Gece yirmili yaşların başına yeniden gittim. Üç maçtada tribündeydim. O güzel atmosferi tekrar andım. Kadroyu hatırlayacak olursak,
Paul Dawkins: O zamanlar onsuz bir takım düşünemezdiniz. Belki daha sonra çok daha kaliteli yabancılar geldi. Ama onun yeri bambaşka. Galatasaraya sınıf atlatmıştı.
Michael Sceace: Güney Sanayide oynarken çok canımızı yakmıştı. O yılki şampiyonluğa en büyük katkı verenlerden. Oyun sıkıştığında top getirir, üçlük atar, takımın ateşleyecisiydi.
Nihat İziç: Onu çok zor transfer ettik. Düşünün o zamanlar Yugoslavyada sporcuların belirli bir yaş sınırı olmadan yurt dışına çıkması yasaktı. İşte yönetim başarısı.
Mehmet Baç: Oda ilginç bir basketbolcuydu. Basketbolcudan ziyade Hollywood aktörleri gibiydi. Özel bayan seyircileri vardı. Unutulan kahramanlardan.
Cihat Levent: Şimdilerde Tufan nasıl tribünleri ateşliyorsa, oda tribünleri ateşlerdi. Genç yaşına rağmen çok katkı yapmıştı. Özellikle son maçta.

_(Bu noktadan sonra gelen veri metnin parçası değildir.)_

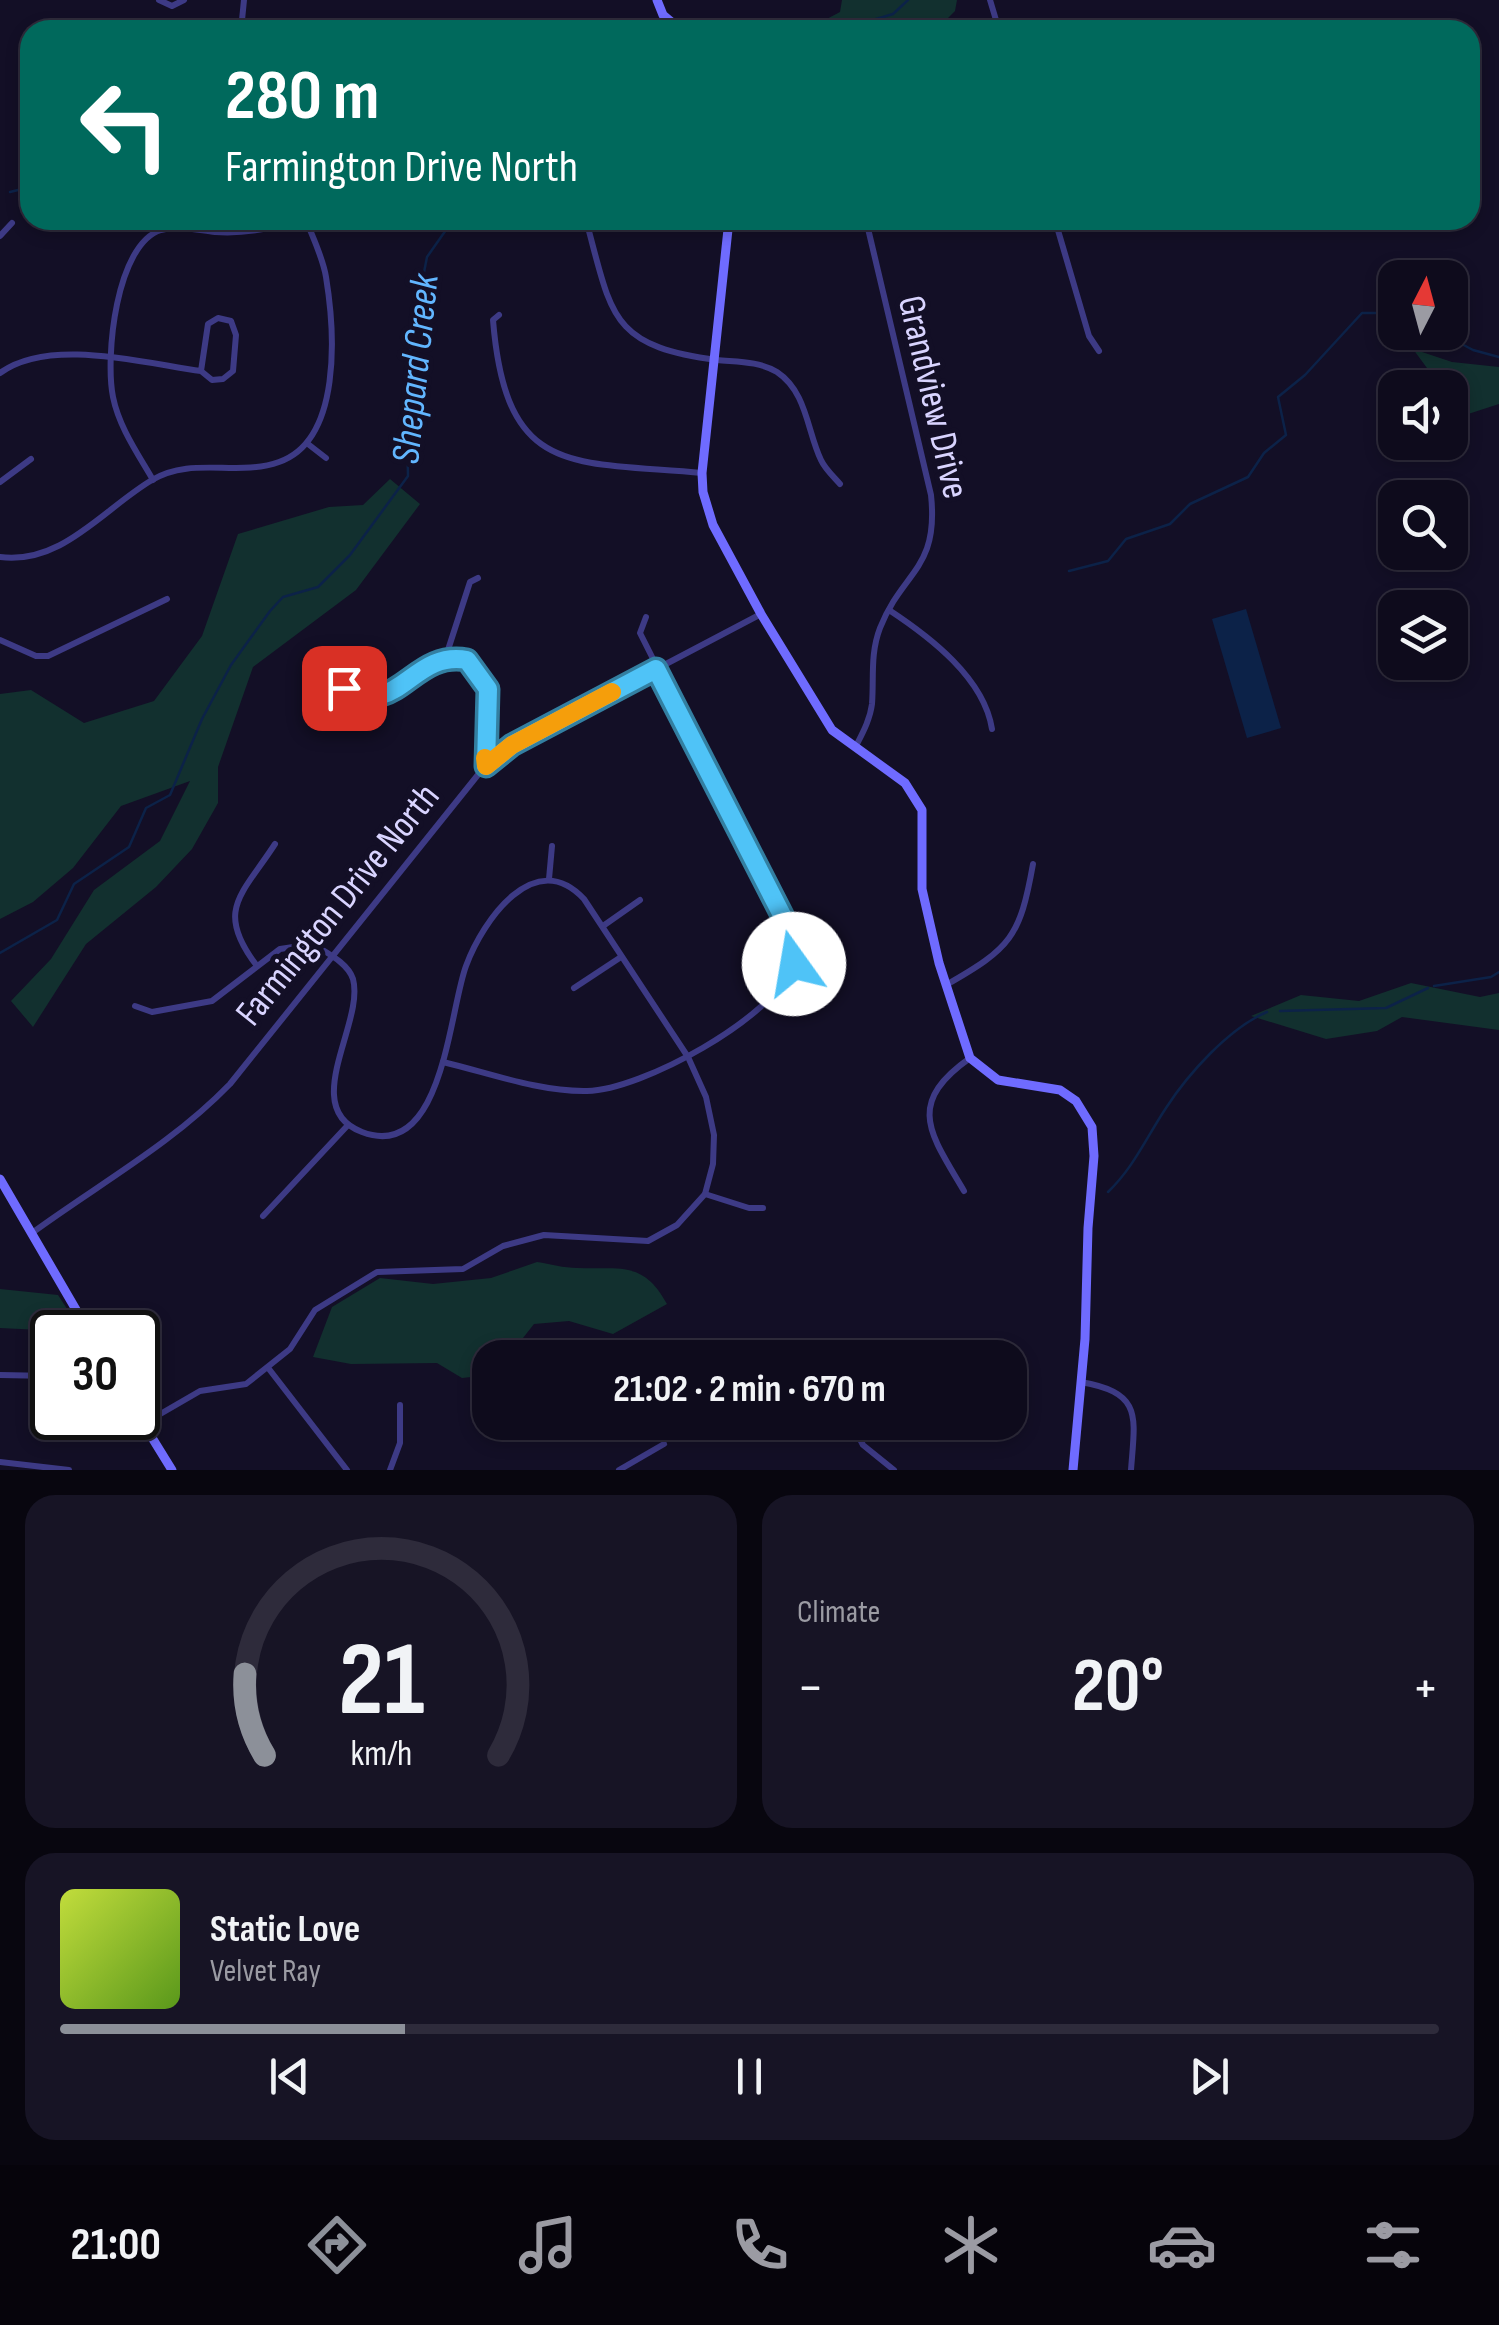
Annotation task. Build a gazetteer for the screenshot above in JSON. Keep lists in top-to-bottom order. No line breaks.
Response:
{"streets":{"street":["Grandview Drive","Farmington Drive North"]},"water":["Shepard Creek"],"north":"top","page":{"turn":["280 m","Farmington Drive North"],"limit":"30","trip":"21:02 · 2 min · 670 m","tile":"Climate","heat":["−","20°","+"],"song":["Static Love","Velvet Ray"],"tabs":"21:00","gauge":["21","km/h"]}}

Turgay Demirel: Kaptan kritik yerlerde sorumluluk alırdı. Buz gibi bir adamdı. Sanırım Ali Urasın yeğeniydi.
Mehmet Ali Tılabar: Çukurovadan transfer edilmişti. Umulmadık zamanlarda skora katkı yapardı. Bence şampiyonlukta kilit rol oynamıştı.
Mehmet Altıoklar: Şimdilerde dizi ve sinema film yapımcısı. Aynı zamanda yönetmen Mustafa Altıokların kardeşi. O zamanlar alt yapıdan yetişen önemli bir oyuncuydu. Koray hocanın keşiflerinden.
Turgut Tayyar: Az oynardı ama inanılmaz bir enerji verirdi, Erdem Türetken gibi.
Mehmet Şenova: Meşhur Mehmetlerden.
Efeside izlediniz Emir Turam uzun boyuyla pota altını dağıtıyordu, bizim pivot denilebilecek oyuncumuz yoktu aslında. Efesin iki amerikalısıda kabus gibiydi, her yerden sokuyorlardı.
Ömer Saybir ileride bizde oynamıştı Emir Turamda öyle. Ayrıca Lütfi Arıboğanda gencecik. Tolga öngeren, Ferhat oktay, Taner oldukça tehlikeli bir takımdı.